Etiology — what causes it
Most often secondary to FAI morphology — repetitive impingement contact damages the labrum. Less commonly traumatic (a fall or sudden hip movement) or atraumatic in hypermobile patients.
Epidemiology — who gets it
Labral tears are extremely common on MRI in asymptomatic populations — over 60% of asymptomatic adults (Register et al., AJSM 2012). Symptomatic labral tears most often in young active adults.
Clinical signs
Positive FADIR (high sensitivity), positive FABER, often restricted hip internal rotation. Imaging (3T MRI or MR arthrogram) confirms tear morphology. Importantly, imaging findings must correlate with symptoms.
Symptoms
Deep anterior hip or groin pain, often with clicking or catching. Aggravated by deep flexion, prolonged sitting, and cutting. C-sign is common.
Best evidence for chiropractic treatment
Given high asymptomatic prevalence, a conservative-first trial is appropriate for the majority of cases.
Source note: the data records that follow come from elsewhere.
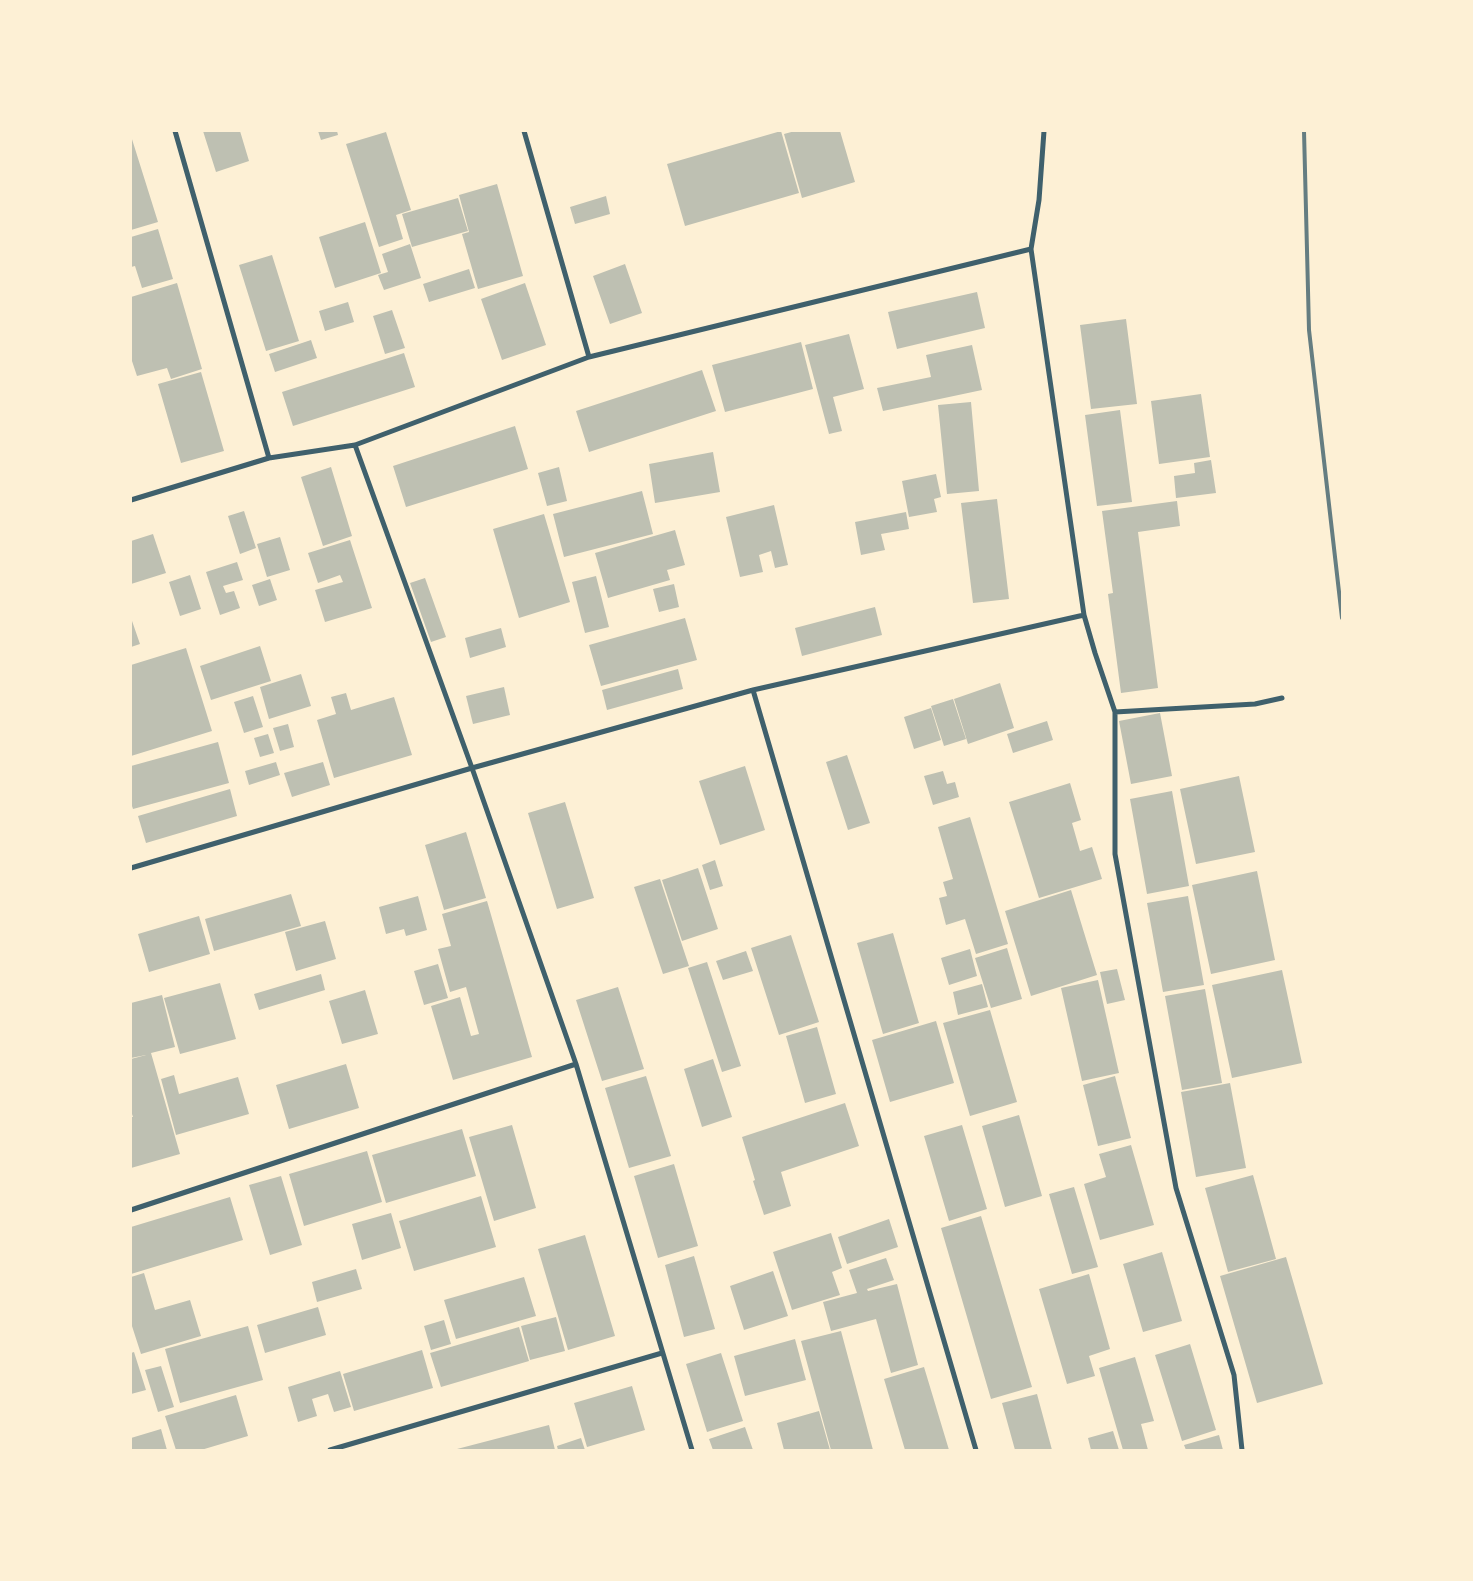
<!DOCTYPE html>
<html>
<head>
<meta charset="utf-8">
<style>
  body { margin:0 }
  #map { position:relative; width:1473px; height:1581px; overflow:hidden; background:#fdf0d5; font-family:"Open Sans",sans-serif }
  canvas { display:block }
  .frame { position:absolute; inset:0; border:132px solid #fdf0d5; pointer-events:none }
</style>
</head>
<body>
<div id="map">
<canvas width="1473" height="1581"></canvas>
<div class="frame"></div>
</div>
<script>
const c = document.querySelector('canvas').getContext('2d');
c.lineJoin = 'round';
function paint(path, color) { c.fillStyle = color; c.fill(path, 'evenodd'); }
function trace(path, color, width, dash) { c.strokeStyle = color; c.lineWidth = width; c.lineCap = dash ? 'butt' : 'round'; c.setLineDash(dash || []); c.stroke(path); }
const building = new Path2D(`
  M203,131h37l9,30 -33,11z
  M318,131h19l1,4 -17,5z
  M781,131l18,62 -114,33 -18,-62z
  M795,131h45l15,51 -53,16 -18,-64z
  M386,132l25,78 -15,5 7,24 -24,8 -33,-103z
  M131,136l27,86 -27,8z
  M497,184l26,92 -45,13 -16,-55 7,-2 -10,-37z
  M606,196l4,18 -35,10 -5,-17z
  M458,198l10,33 -56,16 -10,-33z
  M365,222l16,51 -46,15 -16,-51z
  M158,229l15,50 -31,9 -7,-22 -4,1v-30z
  M410,244l11,34 -37,12 -6,-15 10,-3 -6,-18z
  M272,255l27,86 -33,10 -27,-86z
  M625,264l17,49 -32,11 -17,-48z
  M469,269l6,19 -46,14 -6,-18z
  M177,283l25,86 -31,10 -4,-11 -30,8 -6,-18v-61z
  M525,283l21,62 -44,15 -21,-61z
  M977,292l8,36 -88,21 -9,-37z
  M348,302l6,20 -29,9 -6,-20z
  M392,310l13,38 -20,6 -12,-38z
  M1126,319l11,85 -46,5 -11,-84z
  M849,334l15,55 -31,8 9,34 -13,3 -24,-89z
  M311,340l6,18 -42,14 -6,-18z
  M801,342l12,47 -88,23 -13,-47z
  M972,345l10,45 -99,21 -6,-23 54,-11 -5,-22z
  M404,353l11,34 -122,39 -11,-34z
  M702,370l14,41 -127,41 -13,-41z
  M201,372l23,79 -43,12 -23,-79z
  M1201,394l9,63 -51,7 -8,-63z
  M971,402l8,89 -32,3 -9,-89z
  M1120,410l12,92 -35,4 -12,-91z
  M515,426l13,43 -122,38 -13,-41z
  M713,452l7,40 -65,11 -6,-39z
  M1211,460l5,33 -40,5 -2,-22 21,-3 -1,-10z
  M331,467l21,69 -29,10 -22,-69z
  M559,467l8,34 -20,5 -9,-33z
  M936,474l5,23 -7,2 3,13 -28,5 -7,-36z
  M642,491l11,43 -89,23 -11,-43z
  M997,499l12,100 -36,4 -12,-100z
  M1177,501l3,25 -42,6 20,156 -37,5 -13,-99 5,-1 -11,-82z
  M774,505l14,60 -13,3 -4,-17 -12,4 4,17 -23,5 -14,-60z
  M244,511l12,37 -16,6 -12,-38z
  M906,512l3,17 -28,5 4,16 -24,5 -6,-33z
  M544,514l26,88 -51,16 -26,-89z
  M675,530l10,35 -18,5 3,10 -62,18 -13,-45z
  M153,534l13,39 -35,11v-43z
  M280,537l10,33 -23,7 -10,-33z
  M350,540l22,68 -47,14 -10,-32 28,-8 -3,-7 -22,8 -10,-30z
  M237,562l6,18 -20,6 3,7 8,-2 6,17 -20,7 -14,-43z
  M190,575l11,34 -21,7 -11,-34z
  M596,576l13,51 -24,6 -13,-51z
  M425,578l21,59 -15,5 -21,-59z
  M270,579l7,21 -18,6 -7,-21z
  M674,584l5,23 -20,5 -6,-23z
  M875,607l7,28 -80,21 -7,-28z
  M131,618l9,26 -9,3z
  M685,618l12,42 -96,26 -12,-41z
  M501,628l5,19 -36,11 -5,-20z
  M260,646l11,35 -60,19 -11,-34z
  M186,648l26,83 -81,25v-91z
  M678,669l5,20 -76,21 -5,-20z
  M301,674l10,32 -42,13 -9,-32z
  M1000,683l14,45 -46,16 -14,-45z
  M504,687l6,28 -37,9 -7,-28z
  M346,693l5,17 43,-13 18,58 -78,23 -17,-58 19,-6 -5,-17z
  M253,696l10,31 -19,6 -10,-31z
  M953,699l13,40 -22,7 -13,-40z
  M931,708l10,32 -27,9 -10,-32z
  M1160,713l12,63 -41,8 -12,-63z
  M1047,721l6,19 -40,13 -6,-19z
  M288,724l6,23 -14,4 -7,-23z
  M268,734l6,19 -14,4 -6,-19z
  M218,742l11,41 -96,26 -2,-6v-37z
  M847,755l23,68 -22,7 -22,-68z
  M276,762l4,13 -31,10 -4,-14z
  M323,762l7,23 -38,12 -8,-24z
  M745,766l20,64 -45,15 -21,-64z
  M943,771l4,13 8,-2 4,15 -26,8 -9,-29z
  M1239,776l16,76 -59,12 -16,-75z
  M1070,783l11,37 -9,3 8,28 12,-4 10,32 -63,19 -30,-96z
  M230,789l7,27 -91,27 -8,-27z
  M1172,791l17,95 -42,8 -17,-95z
  M565,802l29,96 -37,11 -29,-96z
  M970,817l38,127 -32,10 -11,-35 -19,6 -7,-27 8,-2 -4,-14 10,-3 -15,-52z
  M466,832l20,66 -42,12 -19,-65z
  M715,860l8,26 -13,4 -8,-25z
  M698,868l20,61 -36,12 -20,-61z
  M1257,871l18,89 -64,14 -19,-89z
  M660,879l29,87 -26,8 -29,-87z
  M1071,890l26,85 -66,21 -26,-85z
  M291,894l10,32 -87,25 -9,-32z
  M418,896l9,34 -21,6 -2,-7 -18,5 -7,-27z
  M1188,896l16,89 -41,7 -16,-89z
  M487,901l45,156 -79,23 -22,-74 29,-9 11,39 8,-2 -13,-47 -16,5 -12,-43 13,-3 -9,-32z
  M199,916l11,38 -61,18 -11,-38z
  M325,921l11,38 -40,12 -11,-39z
  M893,933l26,90 -36,11 -26,-91z
  M791,935l28,87 -40,13 -28,-87z
  M1007,948l15,51 -31,9 -16,-50z
  M970,949l7,27 -28,9 -8,-27z
  M746,951l7,20 -30,9 -7,-19z
  M707,962l34,104 -19,6 -34,-104z
  M438,964l10,34 -24,7 -10,-34z
  M1117,969l8,31 -18,4 -7,-32z
  M1282,970l20,93 -70,15 -20,-93z
  M321,974l4,16 -66,20 -5,-16z
  M1098,980l21,93 -37,8 -21,-93z
  M220,983l16,56 -56,15 -16,-56z
  M982,984l6,23 -30,8 -5,-23z
  M618,987l26,82 -42,12 -26,-81z
  M1205,989l17,94 -40,7 -17,-94z
  M365,990l13,44 -36,10 -13,-43z
  M162,995l13,52 -24,6 29,101 -49,14v-51h2l-2,-6v-52l15,-4 -15,3v-55z
  M990,1010l27,92 -47,14 -27,-93z
  M936,1021l18,62 -64,19 -18,-62z
  M817,1027l19,67 -31,9 -19,-67z
  M713,1059l19,58 -30,10 -18,-58z
  M346,1064l13,44 -70,21 -13,-44z
  M174,1075l5,19 59,-17 11,37 -73,21 -15,-56z
  M646,1076l25,80 -42,12 -24,-80z
  M1115,1076l16,62 -33,8 -15,-61z
  M1230,1083l16,85 -50,9 -15,-85z
  M845,1103l14,43 -78,26 10,34 -27,9 -11,-34 2,-1 -13,-43z
  M1019,1115l23,81 -37,11 -23,-81z
  M512,1125l24,83 -42,13 -25,-84z
  M962,1125l25,84 -38,12 -25,-85z
  M462,1129l14,47 -90,27 -14,-48z
  M1131,1145l23,80 -54,15 -16,-56 22,-7 -7,-23z
  M367,1151l15,51 -78,24 -15,-52z
  M674,1164l24,82 -40,12 -24,-82z
  M1253,1175l23,84 -48,13 -23,-84z
  M281,1176l21,69 -32,10 -21,-70z
  M1074,1187l24,80 -26,7 -23,-80z
  M481,1196l15,51 -82,24 -15,-50z
  M230,1197l13,43 -112,34v-47z
  M391,1213l10,35 -39,12 -10,-36z
  M981,1216l51,171 -41,12 -50,-171z
  M889,1219l9,28 -51,17 -9,-27z
  M831,1233l11,35 -10,4 8,23 -48,15 -19,-58z
  M585,1235l30,101 -47,14 -30,-101z
  M1162,1252l20,69 -39,11 -20,-68z
  M694,1256l21,73 -31,8 -19,-72z
  M1286,1257l37,127 -66,19 -37,-127z
  M886,1258l8,22 -27,9 1,2 29,-7 21,81 -27,8 -15,-54 -45,12 -8,-29 34,-9 -8,-23z
  M356,1269l6,20 -45,13 -5,-20z
  M773,1271l15,45 -44,14 -14,-44z
  M144,1273l11,37 35,-10 11,36 -60,18 -10,-31v-46z
  M1089,1274l21,75 -21,7 6,20 -28,8 -28,-95z
  M524,1277l12,39 -80,23 -12,-39z
  M318,1307l8,28 -61,18 -8,-28z
  M556,1317l9,34 -35,9 -9,-34z
  M444,1320l7,24 -20,6 -7,-24z
  M248,1326l15,54 -83,23 -15,-54z
  M519,1327l10,34 -88,26 -11,-34z
  M841,1331l32,119h-42l-30,-109z
  M795,1339l11,41 -61,16 -11,-40z
  M1190,1344l26,86 -34,11 -27,-86z
  M422,1350l11,38 -79,23 -11,-37z
  M134,1352l12,38 -15,4v-41z
  M721,1353l22,68 -36,11 -21,-68z
  M1135,1357l19,64 -13,3 7,26h-25l-24,-82z
  M161,1366l13,41 -16,5 -13,-42z
  M924,1367l25,83h-44l-21,-71z
  M340,1371l11,36 -17,5 -6,-18 -16,5 5,17 -19,6 -10,-35z
  M632,1386l13,44 -58,17 -13,-44z
  M1037,1394l15,56h-37l-13,-47z
  M236,1395l12,41 -47,14h-25l-11,-34z
  M819,1411l11,39h-46l-7,-27z
  M549,1425l6,25h-98v-1z
  M745,1427l8,23h-40l-4,-11z
  M161,1429l6,21h-36v-12z
  M1113,1431l6,19h-28l-3,-12z
  M1219,1435l4,15h-37l-2,-5z
  M581,1438l4,12h-27l-1,-4z`);
const minor = new Path2D(`
  M175,131l94,327
  M524,131l65,226
  M1044,131l-5,69 -8,49 53,366 11,38 20,59v142l61,334 58,187 8,75
  M355,445l117,323 104,296 116,386
  M131,500l138,-42 86,-13 234,-88 442,-108
  M753,690l223,760
  M1115,712l140,-8 27,-6
  M131,868l341,-100 281,-78 331,-75
  M131,1210l445,-146
  M330,1450l332,-97`);
const rail = new Path2D(`
  M1304,131l5,199 33,288`);
paint(building, '#bec0b2');
trace(minor, '#3f606c', 5);
trace(rail, '#657d81', 4);
</script>
</body>
</html>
Rehab focuses on hip strength (especially deep external rotators), motor control, and load management. Surgery (arthroscopic labral repair or debridement) is reserved for conservative care failures with confirmed symptomatic morphology.
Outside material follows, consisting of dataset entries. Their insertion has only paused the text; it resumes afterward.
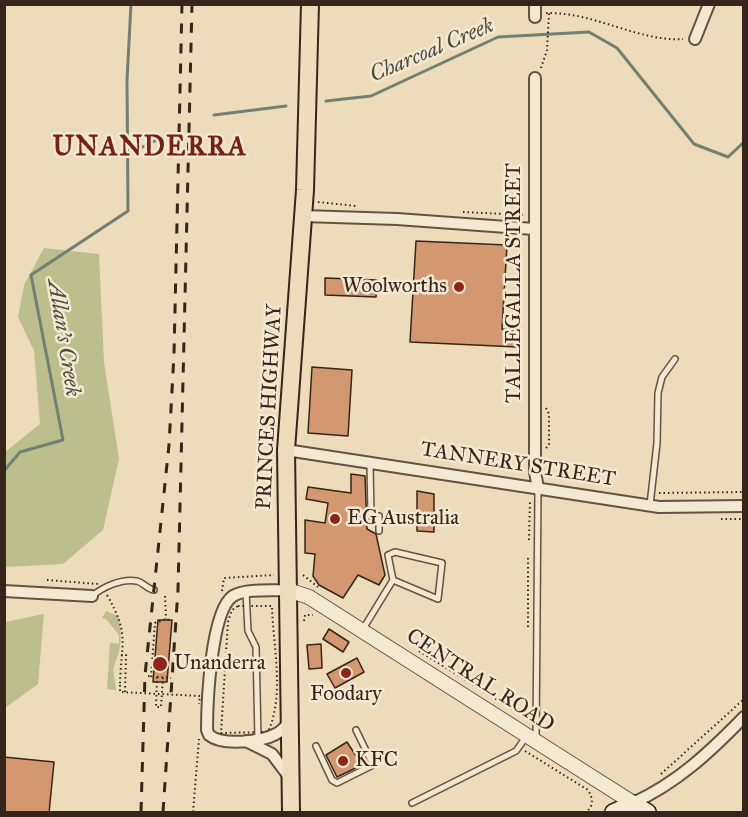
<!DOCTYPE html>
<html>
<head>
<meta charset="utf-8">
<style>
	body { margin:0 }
	#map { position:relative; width:748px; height:817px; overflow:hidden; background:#ecdcb9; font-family:"IM FELL Great Primer",serif }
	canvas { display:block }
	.frame { position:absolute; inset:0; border:6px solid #36251a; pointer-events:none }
</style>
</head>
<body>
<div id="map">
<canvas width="748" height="817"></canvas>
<div class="frame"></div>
</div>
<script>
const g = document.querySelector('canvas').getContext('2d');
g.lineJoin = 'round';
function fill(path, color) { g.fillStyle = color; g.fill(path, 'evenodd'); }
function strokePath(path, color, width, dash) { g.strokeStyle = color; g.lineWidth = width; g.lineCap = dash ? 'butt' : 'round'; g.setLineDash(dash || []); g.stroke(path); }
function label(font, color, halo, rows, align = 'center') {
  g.font = font + ' "IM FELL Great Primer",serif'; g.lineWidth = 5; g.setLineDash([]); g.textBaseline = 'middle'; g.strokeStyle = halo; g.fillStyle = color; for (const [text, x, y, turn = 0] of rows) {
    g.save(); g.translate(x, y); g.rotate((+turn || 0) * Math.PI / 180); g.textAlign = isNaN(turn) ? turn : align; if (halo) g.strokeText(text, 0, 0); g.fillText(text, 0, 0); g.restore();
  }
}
fill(new Path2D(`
	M44,248L99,254L104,362L119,459L103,530L63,564L5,567V452L40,424L34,351L18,317L24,285Z
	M106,611L118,616C123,634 121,650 114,666C112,672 116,684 116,690L107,689L110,643L119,644V635L106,619L102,618Z
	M44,614L38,684L5,708V622Z`), '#bcbf8c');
strokePath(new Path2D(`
	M326,101L371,96L498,37L589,32L617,48L694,144L728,157L744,142
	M214,115L286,106
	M128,154L157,140
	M4,471L20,452L63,440L31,275L128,211L127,80L131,4
	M4,621V627`), '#718072', 3);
const building = new Path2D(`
	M416,241L507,245L502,329L519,331L518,347L410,342Z
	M325,278L377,280L376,297L325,295Z
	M312,367L352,370L348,436L308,433Z
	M351,474L365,476L367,529L376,534L385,575L379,585L358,575L343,598L319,585L313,576L315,554L305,553V520L325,523L328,503L306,499L308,487L351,493Z
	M417,491L434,494V532L417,531Z
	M158,620H172L167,682H153Z
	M329,629L349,642L343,652L323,639Z
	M321,644L322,668L309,669L307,645Z
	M357,658L364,672L335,688L327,674Z
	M347,742L362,765L337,777L326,755Z
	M4,757L54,762L49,813H4Z`);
fill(building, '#d39870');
strokePath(building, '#36251a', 1.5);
const service = new Path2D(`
	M370,463L371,516H379V531
	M650,505L657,443L658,393L662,377L675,359
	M246,592L248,631L256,647L258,739
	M92,596C103,587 122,578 137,581C144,583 147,589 154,590
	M363,629L393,580L388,555L395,552L442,563L438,599L393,580
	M536,740L538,488
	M316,746L332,780L337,783L373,765L356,730
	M412,803L516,751L526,737`);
const minor = new Path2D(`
	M535,4V17
	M695,39L709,4
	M535,78V472L538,488
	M303,216L397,219L534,229
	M286,450L659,507L744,506
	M288,590C273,591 246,588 233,596C211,610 207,703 207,730L209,735C222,746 261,742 276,734C282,731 286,726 290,721
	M4,591L92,596
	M246,741L272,754L290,778
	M633,803C677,783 710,752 744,717`);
const tertiary = new Path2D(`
	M288,590L309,597L633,803`);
const secondary = new Path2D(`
	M613,812L633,803L648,812`);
const primary = new Path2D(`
	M291,812L286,450L305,190L310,4`);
strokePath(service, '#645342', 8);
strokePath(minor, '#645342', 14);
strokePath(tertiary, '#645342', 16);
strokePath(secondary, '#36251a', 18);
strokePath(primary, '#36251a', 20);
strokePath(new Path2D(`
	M546,13C595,12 639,42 683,39
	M541,68L547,50L549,13
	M318,202L356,206
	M463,212L524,215
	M546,448L549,445V414L546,408
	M659,493L744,492
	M721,519H744
	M529,540L530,500
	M303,575L318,587
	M47,580L98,584
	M222,591L224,578L274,575
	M107,595C130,635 121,642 120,685
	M165,596L166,619
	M238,606H272C273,647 285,694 268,732L221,733L228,622L232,610Z
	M304,621L305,615H313
	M528,627V555
	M419,651L520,714L522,716L527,710
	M121,655H126L125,692
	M148,676L171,678
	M151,677L155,623L166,619L172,621
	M157,677L156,707H161L163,677
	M525,751L588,790C593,798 594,806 586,812
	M661,774L744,699
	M193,812L199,739`), '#36251a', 2, [1.5, 3]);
strokePath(service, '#f3e8d2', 5);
strokePath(minor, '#f3e8d2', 10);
strokePath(tertiary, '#f3e8d2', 14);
strokePath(secondary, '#f3e8d2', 15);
strokePath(primary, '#ecdcb9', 16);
strokePath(new Path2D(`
	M141,812L145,675L169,445L174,354L182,4
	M163,812L178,590L192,4`), '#36251a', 3, [10, 10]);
strokePath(new Path2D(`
	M120,685V692L200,696L199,704`), '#36251a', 2, [1.5, 3]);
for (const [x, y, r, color] of [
	[459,287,6,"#8f2418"],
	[335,519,6,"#8f2418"],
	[160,664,8,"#8f2418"],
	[346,673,6,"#8f2418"],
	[343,761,6,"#8f2418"]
]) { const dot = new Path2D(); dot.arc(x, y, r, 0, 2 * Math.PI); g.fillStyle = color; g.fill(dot); strokePath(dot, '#f3e8d2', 2); }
label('21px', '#36251a', '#f3e8d2', [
	["TALLEGALLA STREET",515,283,-90],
	["PRINCES HIGHWAY",270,407,-87],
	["TANNERY STREET",518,465,9],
	["CENTRAL ROAD",480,681,33]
]);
label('21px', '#36251a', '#f3e8d2', [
	["Woolworths",447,287,"right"],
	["EG Australia",347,519],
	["Unanderra",174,664],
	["Foodary",346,695,"center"],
	["KFC",355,761]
], 'left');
label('italic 22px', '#4f4b3e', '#f3e8d2', [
	["Charcoal Creek",432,51,-23],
	["Allan's Creek",63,338,81]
]);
g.letterSpacing = '1.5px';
label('bold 27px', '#7a1f14', '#f3e8d2', [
	["UNANDERRA",150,148]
]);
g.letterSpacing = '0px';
</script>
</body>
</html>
When to seek emergency care
Some symptoms need urgent medical attention — not a chiropractic visit. Call 911 or go to the nearest emergency department for: progressive limb weakness, loss of bowel or bladder control, saddle anesthesia (numbness in the groin/inner thighs), severe unrelenting pain unrelieved by position, signs of fracture after significant trauma, chest pain, stroke-like symptoms (face drooping, arm weakness, speech changes), or any rapidly worsening or unusual symptom.
Bottom line
Hip labral findings on imaging are common and often asymptomatic. A trial of conservative care comes first for most — surgery is for clear, persistent, structurally-driven cases.